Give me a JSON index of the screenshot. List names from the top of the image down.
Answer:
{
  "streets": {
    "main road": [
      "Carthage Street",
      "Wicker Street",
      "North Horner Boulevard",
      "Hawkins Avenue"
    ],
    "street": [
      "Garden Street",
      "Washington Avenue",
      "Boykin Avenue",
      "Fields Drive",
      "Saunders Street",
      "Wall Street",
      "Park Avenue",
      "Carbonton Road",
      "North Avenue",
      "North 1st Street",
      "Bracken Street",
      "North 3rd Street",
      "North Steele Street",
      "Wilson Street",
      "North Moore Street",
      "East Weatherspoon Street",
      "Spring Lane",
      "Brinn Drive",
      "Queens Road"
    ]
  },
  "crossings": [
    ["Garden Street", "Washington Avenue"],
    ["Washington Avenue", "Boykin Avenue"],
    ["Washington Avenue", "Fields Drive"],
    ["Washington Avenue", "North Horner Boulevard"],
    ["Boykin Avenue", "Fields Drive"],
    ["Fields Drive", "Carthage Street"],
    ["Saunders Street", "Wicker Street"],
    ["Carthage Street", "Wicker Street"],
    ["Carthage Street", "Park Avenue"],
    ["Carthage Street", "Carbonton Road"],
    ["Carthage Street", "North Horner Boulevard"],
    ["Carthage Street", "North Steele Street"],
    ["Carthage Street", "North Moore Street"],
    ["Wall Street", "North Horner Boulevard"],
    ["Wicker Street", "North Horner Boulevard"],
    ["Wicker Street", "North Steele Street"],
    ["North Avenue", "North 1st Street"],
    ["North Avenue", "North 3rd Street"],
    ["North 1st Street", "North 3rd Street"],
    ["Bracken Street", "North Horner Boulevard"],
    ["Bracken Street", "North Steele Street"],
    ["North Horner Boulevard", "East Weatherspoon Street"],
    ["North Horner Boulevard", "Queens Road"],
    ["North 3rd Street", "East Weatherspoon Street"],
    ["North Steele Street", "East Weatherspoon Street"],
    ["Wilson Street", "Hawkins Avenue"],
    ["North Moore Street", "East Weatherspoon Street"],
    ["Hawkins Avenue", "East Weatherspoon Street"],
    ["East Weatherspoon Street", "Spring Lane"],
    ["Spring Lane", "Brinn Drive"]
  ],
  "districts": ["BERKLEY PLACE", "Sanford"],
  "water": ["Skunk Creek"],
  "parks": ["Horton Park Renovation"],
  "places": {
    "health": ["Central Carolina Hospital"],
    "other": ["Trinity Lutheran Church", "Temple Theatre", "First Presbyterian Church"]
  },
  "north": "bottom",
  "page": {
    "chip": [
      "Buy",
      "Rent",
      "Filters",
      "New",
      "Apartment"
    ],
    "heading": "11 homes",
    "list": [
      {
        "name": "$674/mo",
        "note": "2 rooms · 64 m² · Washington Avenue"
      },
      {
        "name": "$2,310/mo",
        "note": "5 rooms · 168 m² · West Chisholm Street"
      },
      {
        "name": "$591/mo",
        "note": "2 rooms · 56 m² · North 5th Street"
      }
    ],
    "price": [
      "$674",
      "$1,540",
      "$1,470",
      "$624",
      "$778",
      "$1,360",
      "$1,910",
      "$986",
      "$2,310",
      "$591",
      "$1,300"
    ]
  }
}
-- -- --
- _WORK REQUIRED_: Type out the material again exactly as presented.

- _RESULT FOR THIS EXERCISE_:
Give me a JSON index of the screenshot. List names from the top of the image down.
Answer:
{
  "streets": {
    "main road": [
      "Carthage Street",
      "Wicker Street",
      "North Horner Boulevard",
      "Hawkins Avenue"
    ],
    "street": [
      "Garden Street",
      "Washington Avenue",
      "Boykin Avenue",
      "Fields Drive",
      "Saunders Street",
      "Wall Street",
      "Park Avenue",
      "Carbonton Road",
      "North Avenue",
      "North 1st Street",
      "Bracken Street",
      "North 3rd Street",
      "North Steele Street",
      "Wilson Street",
      "North Moore Street",
      "East Weatherspoon Street",
      "Spring Lane",
      "Brinn Drive",
      "Queens Road"
    ]
  },
  "crossings": [
    ["Garden Street", "Washington Avenue"],
    ["Washington Avenue", "Boykin Avenue"],
    ["Washington Avenue", "Fields Drive"],
    ["Washington Avenue", "North Horner Boulevard"],
    ["Boykin Avenue", "Fields Drive"],
    ["Fields Drive", "Carthage Street"],
    ["Saunders Street", "Wicker Street"],
    ["Carthage Street", "Wicker Street"],
    ["Carthage Street", "Park Avenue"],
    ["Carthage Street", "Carbonton Road"],
    ["Carthage Street", "North Horner Boulevard"],
    ["Carthage Street", "North Steele Street"],
    ["Carthage Street", "North Moore Street"],
    ["Wall Street", "North Horner Boulevard"],
    ["Wicker Street", "North Horner Boulevard"],
    ["Wicker Street", "North Steele Street"],
    ["North Avenue", "North 1st Street"],
    ["North Avenue", "North 3rd Street"],
    ["North 1st Street", "North 3rd Street"],
    ["Bracken Street", "North Horner Boulevard"],
    ["Bracken Street", "North Steele Street"],
    ["North Horner Boulevard", "East Weatherspoon Street"],
    ["North Horner Boulevard", "Queens Road"],
    ["North 3rd Street", "East Weatherspoon Street"],
    ["North Steele Street", "East Weatherspoon Street"],
    ["Wilson Street", "Hawkins Avenue"],
    ["North Moore Street", "East Weatherspoon Street"],
    ["Hawkins Avenue", "East Weatherspoon Street"],
    ["East Weatherspoon Street", "Spring Lane"],
    ["Spring Lane", "Brinn Drive"]
  ],
  "districts": ["BERKLEY PLACE", "Sanford"],
  "water": ["Skunk Creek"],
  "parks": ["Horton Park Renovation"],
  "places": {
    "health": ["Central Carolina Hospital"],
    "other": ["Trinity Lutheran Church", "Temple Theatre", "First Presbyterian Church"]
  },
  "north": "bottom",
  "page": {
    "chip": [
      "Buy",
      "Rent",
      "Filters",
      "New",
      "Apartment"
    ],
    "heading": "11 homes",
    "list": [
      {
        "name": "$674/mo",
        "note": "2 rooms · 64 m² · Washington Avenue"
      },
      {
        "name": "$2,310/mo",
        "note": "5 rooms · 168 m² · West Chisholm Street"
      },
      {
        "name": "$591/mo",
        "note": "2 rooms · 56 m² · North 5th Street"
      }
    ],
    "price": [
      "$674",
      "$1,540",
      "$1,470",
      "$624",
      "$778",
      "$1,360",
      "$1,910",
      "$986",
      "$2,310",
      "$591",
      "$1,300"
    ]
  }
}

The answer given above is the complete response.